Outro prêmio que não posso deixar de citar, foi em 2001, no Concurso Nacional de poesias Lindolfo Bell, com a poesia “Um brinde”. Esse eu devo à Anair Weirich, poeta catarinense e amiga de infância que sempre incentivou a tirar meus poemas da gaveta.

Em 2008, lancei o livro de Poetrix, Lua Caolha, na Biblioteca Pública do PR. Prefaciado por Goulart Gomes e José Marins - um haicaísta paranaense que provou não haver rivalidade nenhuma entre os dois gêneros. O livro já está na segunda edição.

Publiquei outros seis livros de poesia e prosa e alguma coisa digital em plataformas gratuitas, sites e blogues literários.

Em 2012 obtive aprovação de num projeto na Lei Municipal de Incentivo e ministrei oficinas e palestras sobre poesia com ênfase no Poetrix, em escolas, bibliotecas e universidades. Vi espanto e admiração, principalmente dos professores e estudantes do ensino médio e superior, ao se depararem com o Poetrix. Senti também a frustração das crianças do ensino fundamental por não compreenderem bulhufas do que eu estava falando.

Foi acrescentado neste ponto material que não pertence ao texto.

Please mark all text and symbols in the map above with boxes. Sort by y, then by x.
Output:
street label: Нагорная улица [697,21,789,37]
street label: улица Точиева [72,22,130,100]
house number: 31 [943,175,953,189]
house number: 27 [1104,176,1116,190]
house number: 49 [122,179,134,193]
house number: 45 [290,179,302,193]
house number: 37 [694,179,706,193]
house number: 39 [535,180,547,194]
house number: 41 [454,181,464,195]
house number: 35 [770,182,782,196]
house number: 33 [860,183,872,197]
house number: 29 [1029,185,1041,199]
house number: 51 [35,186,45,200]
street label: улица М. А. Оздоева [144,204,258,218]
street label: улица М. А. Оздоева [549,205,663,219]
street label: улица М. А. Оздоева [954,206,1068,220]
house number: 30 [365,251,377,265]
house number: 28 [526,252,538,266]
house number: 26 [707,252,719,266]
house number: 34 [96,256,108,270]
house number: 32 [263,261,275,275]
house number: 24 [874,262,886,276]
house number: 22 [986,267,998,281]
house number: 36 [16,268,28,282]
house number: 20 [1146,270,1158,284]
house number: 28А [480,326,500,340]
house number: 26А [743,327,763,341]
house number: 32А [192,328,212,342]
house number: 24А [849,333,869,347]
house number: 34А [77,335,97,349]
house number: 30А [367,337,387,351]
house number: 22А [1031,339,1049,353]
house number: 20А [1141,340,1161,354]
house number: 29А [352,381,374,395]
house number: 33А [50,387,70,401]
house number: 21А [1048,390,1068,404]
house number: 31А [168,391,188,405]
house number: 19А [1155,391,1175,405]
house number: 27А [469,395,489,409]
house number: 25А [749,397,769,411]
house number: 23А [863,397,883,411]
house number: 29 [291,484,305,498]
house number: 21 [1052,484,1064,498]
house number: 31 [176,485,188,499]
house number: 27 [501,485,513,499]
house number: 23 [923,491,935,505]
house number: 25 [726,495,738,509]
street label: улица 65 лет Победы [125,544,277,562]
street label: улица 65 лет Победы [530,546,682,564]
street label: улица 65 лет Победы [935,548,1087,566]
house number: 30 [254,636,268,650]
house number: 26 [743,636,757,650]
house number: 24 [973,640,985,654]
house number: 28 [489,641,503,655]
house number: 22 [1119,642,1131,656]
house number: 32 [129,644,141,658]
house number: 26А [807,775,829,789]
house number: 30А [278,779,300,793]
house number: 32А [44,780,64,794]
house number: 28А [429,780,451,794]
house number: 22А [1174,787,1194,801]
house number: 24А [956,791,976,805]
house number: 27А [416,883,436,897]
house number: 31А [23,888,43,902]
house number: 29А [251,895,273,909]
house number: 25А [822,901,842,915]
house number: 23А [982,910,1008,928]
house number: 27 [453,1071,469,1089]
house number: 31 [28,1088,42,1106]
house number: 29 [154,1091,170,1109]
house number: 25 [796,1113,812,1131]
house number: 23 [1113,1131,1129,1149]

Participando da Caravana da Poesia, projeto da Secretaria Estadual da Educação do Paraná, que levou escritores e artistas a escolas dos municípios inclusive em ilhas do PR, tirei uma conclusão contrária à de alguns acadêmicos da nossa AIP: O Poetrix é um poema pequeno, mas não é para crianças. Na minha opinião, até os dez, doze anos, os pequenos não tem maturidade nem perspicácia suficientes para compreender e compor bons Poetrix. Muitos adultos, poetas renomados até, não percebem a sutileza desse gênero. Sua composição pede, entre outras coisas, o estudo das figuras de linguagem que só começa ser introduzido no currículo escolar lá pelo nono ano, aos quatorze ou quinze anos de idade, quando já são adolescentes. Depois, no ensino médio elas são reforçadas e expandidas. Aí sim o Poetrix pode ser uma ferramenta muito eficiente para os professores auxiliarem seus estudantes na compreensão de textos mais complexos da literatura, das letras de música, na aquisição de vocabulário e no desenvolvimento da síntese. Conheci professores criativos que utilizaram com sucesso o Poetrix numa abordagem multidisciplinar inclusive na universidade.

Por esses motivos, depois de algumas tentativas frustrantes, decidi deixar o aprendizado das crianças para os especialistas em literatura infantil. Ao meu entender, a ingenuidade, não é um dos atributos do Poetrix.

E cá estamos nós, em plena pandemia mundial do Covid-19, criando uma academia. Sei que não sou imortal, mas como disse o patrono Mario Quintana:

Das utopias

Se as coisas são inatingíveis... ora!
Não é motivo para não querê-las...
Que tristes os caminhos, se não fora
a presença distante das estrelas!

Muito obrigada a todos e vamos em frente!

Marilda Confortin

2 comentários:

Ébano disse...

Muito bom!

Dirce Carneiro disse...

Mario Quintana está orgulhoso e agradecido, pela homenagem a ele prestada. Grande poeta e pessoa especial você é. Honra e aprendizado estar no mesmo espaço, trabalhando Poetrix.